Marianne (Tilda Swinton), a rock star of David Bowie proportions, is speechless following a throat operation. Her young lover Paul (Matthias Schoenaerts) is a wounded would-be documentary maker, tainted by a past alcohol addiction and suicide attempt.  His psychological hurt is equalled by her physical injury. Their isolation is complete in a spotless villa high above the hills. They can swim in the sea, coat each other in mud and soothe each other with love and silence. 

This is is all broken however, when Marianne’s ex-lover and music producer Harry (Ralph Fiennes) arrives unannounced, trailing his newly discovered teenage daughter Penelope (Dakota Johnson) in his wake.  He is a brash alpha male; a caricature who bulldozes others, dominates conversations and laughs at his own jokes. He is painfully familiar. We have all met him. He bounds back into their life like an excitable puppy, unable to contemplate the idea that they might not want him there. But soon it becomes clear why he’s come. He is here to take Marianne back. 

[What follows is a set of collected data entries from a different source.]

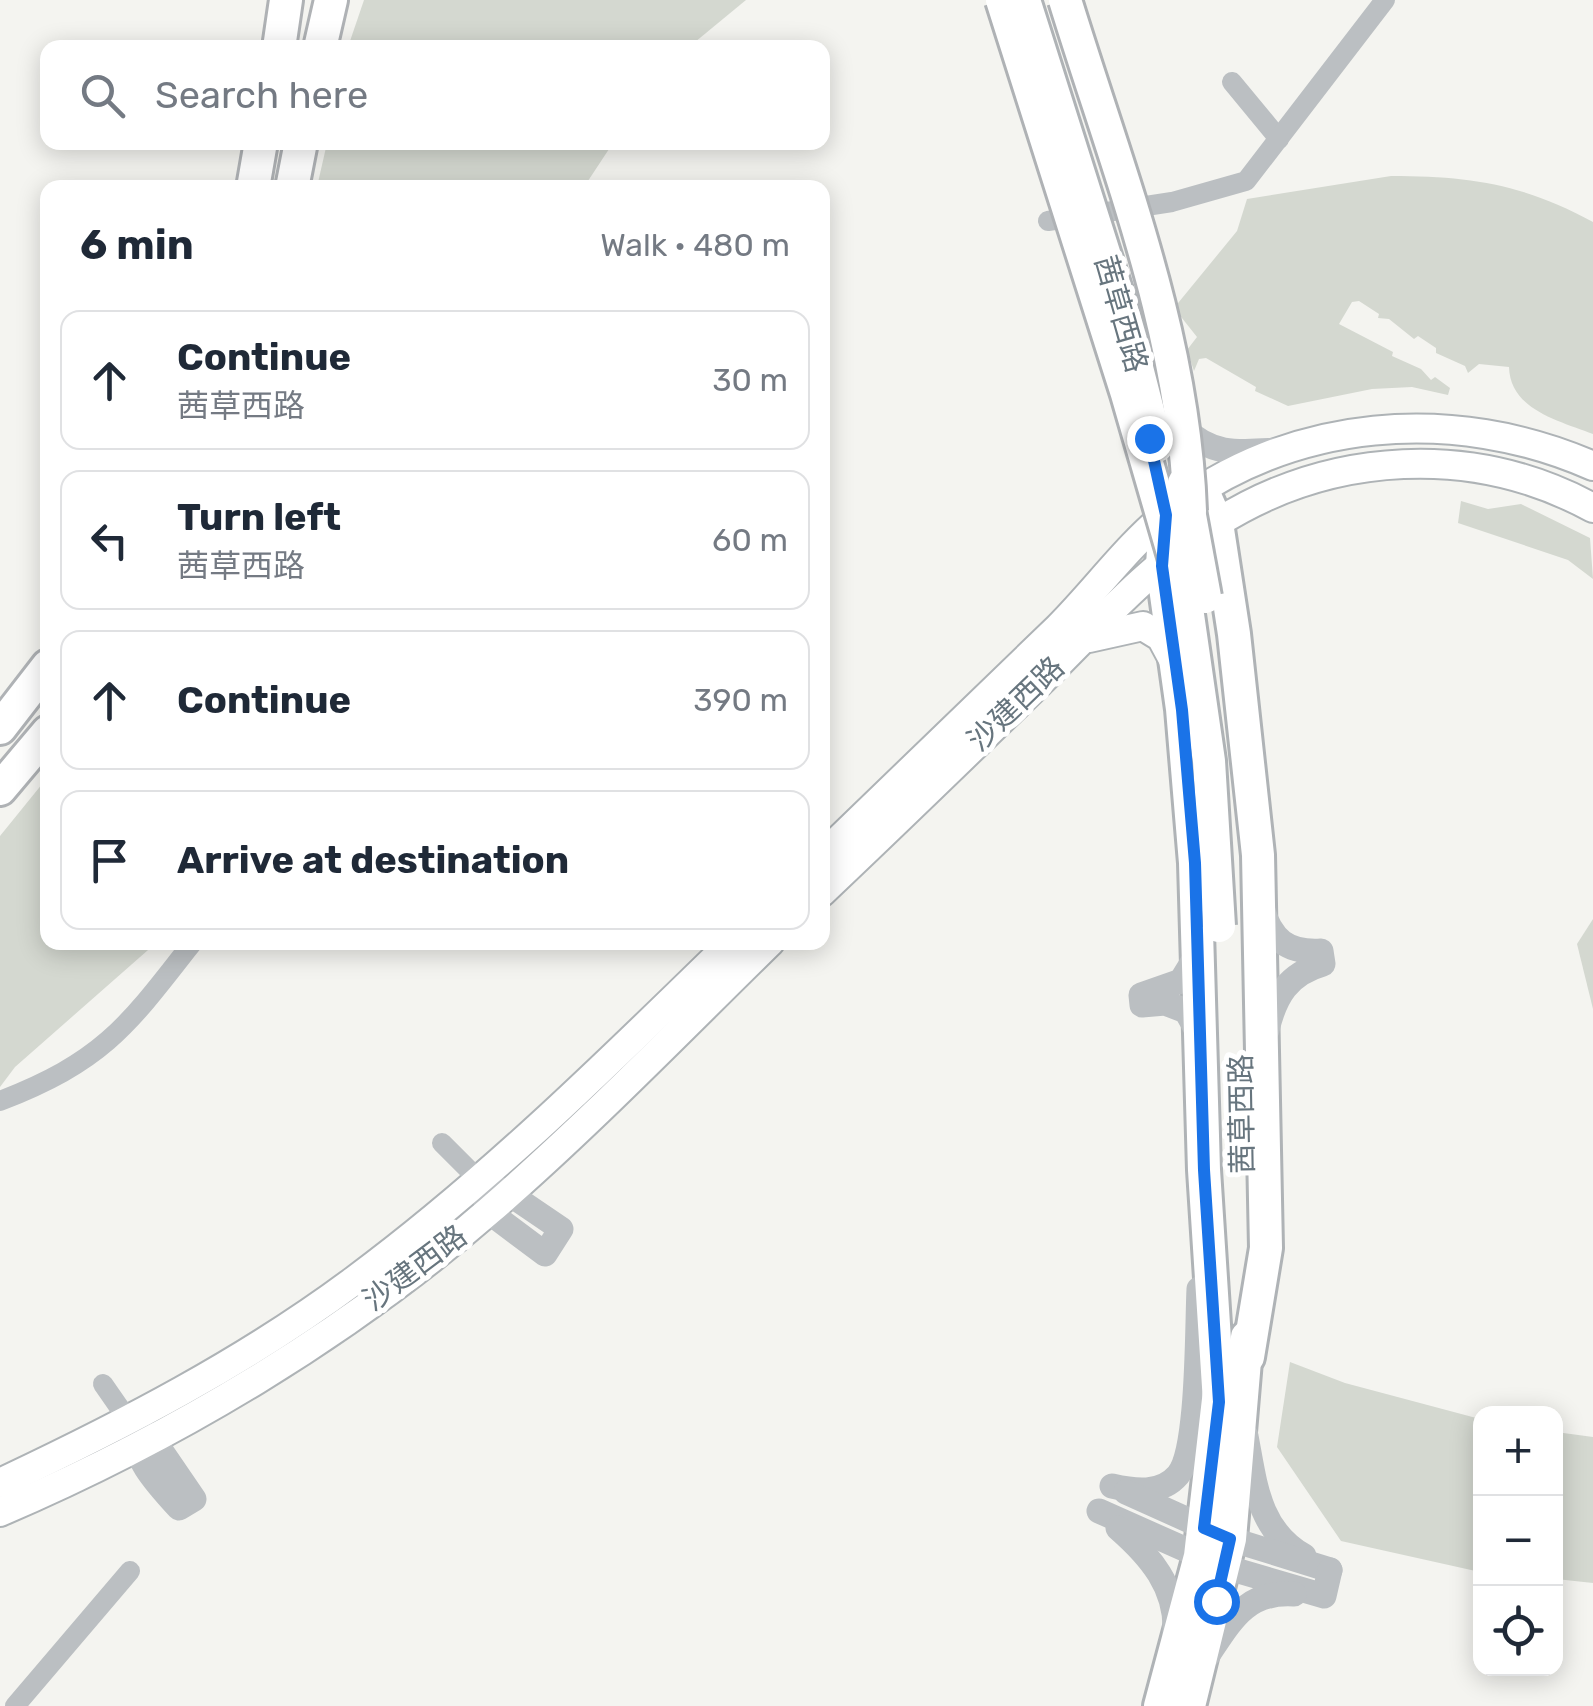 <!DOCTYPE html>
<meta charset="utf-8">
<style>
body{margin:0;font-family:Rubik,"Noto Sans SC",sans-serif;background:#f6f6f7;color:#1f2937}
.controls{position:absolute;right:30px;bottom:30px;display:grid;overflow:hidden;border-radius:20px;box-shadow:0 5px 25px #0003}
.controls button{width:90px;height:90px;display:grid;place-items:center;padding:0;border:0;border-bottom:2px solid #e0e1e3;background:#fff;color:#1f2937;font:50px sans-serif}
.stop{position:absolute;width:30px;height:30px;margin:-22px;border:8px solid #1a73e8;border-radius:50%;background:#fff}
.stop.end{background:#1a73e8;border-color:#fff;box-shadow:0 2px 10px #0008}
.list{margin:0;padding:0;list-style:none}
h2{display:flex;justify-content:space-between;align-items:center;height:130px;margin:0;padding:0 40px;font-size:42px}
h2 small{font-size:32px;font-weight:400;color:#747a83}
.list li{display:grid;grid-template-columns:65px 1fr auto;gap:30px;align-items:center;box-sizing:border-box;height:140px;margin:0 20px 20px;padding:0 20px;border:2px solid #e0e1e3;border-radius:20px}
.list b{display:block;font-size:38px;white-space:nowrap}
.list p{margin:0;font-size:32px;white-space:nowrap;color:#747a83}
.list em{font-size:32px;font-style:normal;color:#747a83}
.icon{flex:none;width:55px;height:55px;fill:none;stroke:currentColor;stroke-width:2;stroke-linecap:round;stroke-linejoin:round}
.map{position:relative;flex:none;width:1593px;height:1706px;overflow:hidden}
.search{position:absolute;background:#fff;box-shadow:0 5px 25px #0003;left:40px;top:40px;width:790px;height:110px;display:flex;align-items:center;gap:25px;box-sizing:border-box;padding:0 35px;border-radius:20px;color:#747a83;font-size:38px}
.panel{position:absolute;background:#fff;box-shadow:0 5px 25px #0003;left:40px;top:180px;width:790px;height:770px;border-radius:20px}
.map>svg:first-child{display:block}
.green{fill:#d4d8d0}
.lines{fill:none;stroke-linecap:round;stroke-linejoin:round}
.secondary-casing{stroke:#aeb3b6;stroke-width:32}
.primary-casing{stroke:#afb3b6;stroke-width:38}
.trunk-casing{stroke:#afb2b5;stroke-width:38}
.minor{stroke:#bbbfc2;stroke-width:20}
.tertiary{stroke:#bbbfc2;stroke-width:25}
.secondary{stroke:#fff;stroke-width:28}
.primary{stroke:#fff;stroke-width:32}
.trunk{stroke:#fff;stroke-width:32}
.primary-bridge-casing{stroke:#afb3b6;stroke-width:38;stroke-linecap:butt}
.trunk-bridge-casing{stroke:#afb2b5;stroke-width:38;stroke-linecap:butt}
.primary-bridge{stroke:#fff;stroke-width:32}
.trunk-bridge{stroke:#fff;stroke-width:32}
.route{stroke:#1a73e8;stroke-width:12}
.labels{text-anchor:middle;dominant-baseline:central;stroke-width:10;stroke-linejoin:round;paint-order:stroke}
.street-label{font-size:30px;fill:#67757e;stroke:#fff}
</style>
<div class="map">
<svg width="1593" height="1706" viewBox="0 0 1593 1706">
<rect width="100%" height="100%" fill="#f4f4f0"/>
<g class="green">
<polygon points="364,0 746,0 689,47 348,47"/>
<polygon points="327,143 327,142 613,143 584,187 317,187"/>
<path d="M1391 176C1470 176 1523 184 1593 222V434C1560 421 1510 410 1509 367L1479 364 1468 373 1465 366 1436 353V348L1418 336 1414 339 1389 319 1378 318 1379 314 1359 301 1352 302 1339 324 1393 352 1392 356 1421 369 1431 380 1435 377 1450 388 1448 395 1412 387 1372 389 1288 406 1255 391 1256 387 1206 358 1199 359 1194 371 1187 350 1197 337 1174 308 1237 231 1247 199Z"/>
<polygon points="1461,501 1488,509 1521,504 1590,538 1593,579 1568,560 1458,523"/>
<polygon points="47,778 48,942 156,943 15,1067 0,1087 0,836"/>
<polygon points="1593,919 1593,1009 1577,944"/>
<polygon points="1290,1362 1345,1383 1480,1419 1480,1572 1341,1541 1277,1447"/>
<polygon points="1556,1432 1593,1437 1593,1583 1556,1579"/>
</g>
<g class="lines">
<defs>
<g id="secondary">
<polyline points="1089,638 1143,626 1161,637 1175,663"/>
<path d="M822 856C901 780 979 704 1058 628 1095 591 1128 545 1168 513 1289 417 1455 405 1593 466"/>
<path d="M822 892C894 824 965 755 1036 686 1092 631 1150 565 1217 523 1331 451 1474 443 1593 508"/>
<path d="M0 1483C123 1425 245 1362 355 1280 490 1180 611 1060 732 942"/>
<path d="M0 1512C175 1437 346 1335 490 1210 587 1126 678 1032 770 942"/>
</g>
<g id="primary">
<polyline points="1202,489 1217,523 1234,634 1258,855 1266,1248 1248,1357"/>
<polyline points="1164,534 1162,566 1182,709 1195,863 1204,1170 1219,1402"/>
<polyline points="1160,1706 1200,1556 1220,1382"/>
<polyline points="1189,1706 1230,1539 1247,1337"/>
</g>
<g id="trunk">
<polyline points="279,48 286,0"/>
<polyline points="320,48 331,0"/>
<polyline points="253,188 261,142"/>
<polyline points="292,188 301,142"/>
<polyline points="0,728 48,666"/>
<polyline points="0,789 48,732"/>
</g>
</defs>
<use href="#secondary" class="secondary-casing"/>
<use href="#primary" class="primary-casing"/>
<use href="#trunk" class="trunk-casing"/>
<g class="minor">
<polyline points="1232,82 1279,139"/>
<polyline points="1048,221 1172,202 1246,181 1385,0"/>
<path d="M0 1101C103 1061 127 1027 193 942"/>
<polyline points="442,1143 480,1181"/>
<polyline points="103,1384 128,1420"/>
<polyline points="15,1706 130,1571"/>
</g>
<g class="tertiary">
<path d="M1177 430 1184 428C1212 457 1242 452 1279 450"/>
<path d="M1262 908C1271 940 1288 953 1321 951L1323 964C1288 974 1275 996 1267 1030"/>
<polyline points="1197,955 1181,981 1141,995 1142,1005 1165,1003 1186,1011 1200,1036"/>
<polygon points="480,1181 508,1193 561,1229 545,1254 489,1212"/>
<path d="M128 1420 153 1439 194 1499 179 1508C153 1480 134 1458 128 1420Z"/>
<path d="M1246 1436C1255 1483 1258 1530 1304 1556"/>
<path d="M1112 1486C1134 1491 1161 1495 1178 1475 1199 1451 1197 1326 1199 1289"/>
<polyline points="1126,1492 1230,1539 1330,1570"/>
<polyline points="1099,1511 1225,1567 1324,1596 1330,1570"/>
<path d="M1118 1528C1150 1556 1177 1587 1175 1633"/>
<path d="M1208 1655C1232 1619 1247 1591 1294 1594"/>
</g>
<use href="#secondary" class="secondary"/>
<use href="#primary" class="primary"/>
<use href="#trunk" class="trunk"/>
<defs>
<g id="primary-bridge">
<polyline points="1024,0 1123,313 1157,446"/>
<polyline points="1184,483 1205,597"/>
<polyline points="1182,573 1209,761 1219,926"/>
</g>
<g id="trunk-bridge">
<polyline points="1002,0 1127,394 1187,601"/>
<path d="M1065 0C1117 169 1184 333 1190 511"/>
</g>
</defs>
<use href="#primary-bridge" class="primary-bridge-casing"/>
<use href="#trunk-bridge" class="trunk-bridge-casing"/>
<use href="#primary-bridge" class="primary-bridge"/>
<use href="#trunk-bridge" class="trunk-bridge"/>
</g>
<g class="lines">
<polyline class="route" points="1149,438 1166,515 1162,566 1182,710 1195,863 1204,1170 1219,1402 1204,1528 1230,1539 1216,1601"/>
</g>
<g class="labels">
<g class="street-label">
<text transform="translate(1121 314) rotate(74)">茜草西路</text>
<text transform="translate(1016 704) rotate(-44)">沙建西路</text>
<text transform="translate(1242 1114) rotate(-91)">茜草西路</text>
<text transform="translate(415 1268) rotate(-37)">沙建西路</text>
</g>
</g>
</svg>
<div class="controls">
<button>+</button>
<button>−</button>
<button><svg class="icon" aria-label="locate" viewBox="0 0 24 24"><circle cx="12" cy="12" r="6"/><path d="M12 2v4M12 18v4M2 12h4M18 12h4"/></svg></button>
</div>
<div class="stop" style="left:1216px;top:1601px"></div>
<div class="stop end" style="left:1149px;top:438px"></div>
<div class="search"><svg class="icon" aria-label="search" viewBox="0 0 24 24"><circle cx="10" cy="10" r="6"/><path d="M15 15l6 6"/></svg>Search here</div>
<section class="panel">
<h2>6 min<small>Walk · 480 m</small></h2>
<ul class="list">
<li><svg class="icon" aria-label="ahead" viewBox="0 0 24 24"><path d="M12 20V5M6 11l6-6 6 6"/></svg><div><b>Continue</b><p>茜草西路</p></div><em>30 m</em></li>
<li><svg class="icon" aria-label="left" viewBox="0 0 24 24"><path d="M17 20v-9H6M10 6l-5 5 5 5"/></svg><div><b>Turn left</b><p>茜草西路</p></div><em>60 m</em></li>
<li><svg class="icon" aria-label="ahead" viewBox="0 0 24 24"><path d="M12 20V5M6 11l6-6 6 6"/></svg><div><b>Continue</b></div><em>390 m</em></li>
<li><svg class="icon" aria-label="arrive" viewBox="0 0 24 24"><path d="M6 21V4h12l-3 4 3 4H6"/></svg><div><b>Arrive at destination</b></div></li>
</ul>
</section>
</div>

For the first thirty minutes, Luca Guadagnino’s remake of Jacques Deray’s 1969 psychological thriller La Piscine could easily be interchanged with that of a vacuous Richard Curtis film, but as the plot unfurls, the explosive power of jealousy eclipses rationality, replacing it with raw and unchecked corporeal desire.  Harry and Paul’s rivalry exacerbates matters, while Penelope reveals herself as a twisted and manipulative product of her upbringing who enjoys torturing others just to see the looks on their faces. The four hurtle towards the film’s inevitable climax in such a hurricane of desire, jealousy and hatred that it is hardly surprising when one of them ends up dead at the bottom of the pool, that emblem of perfection and peace.

A Bigger Splash may be packaged as a flawless and glittering relationship drama but its dark heart is waiting within.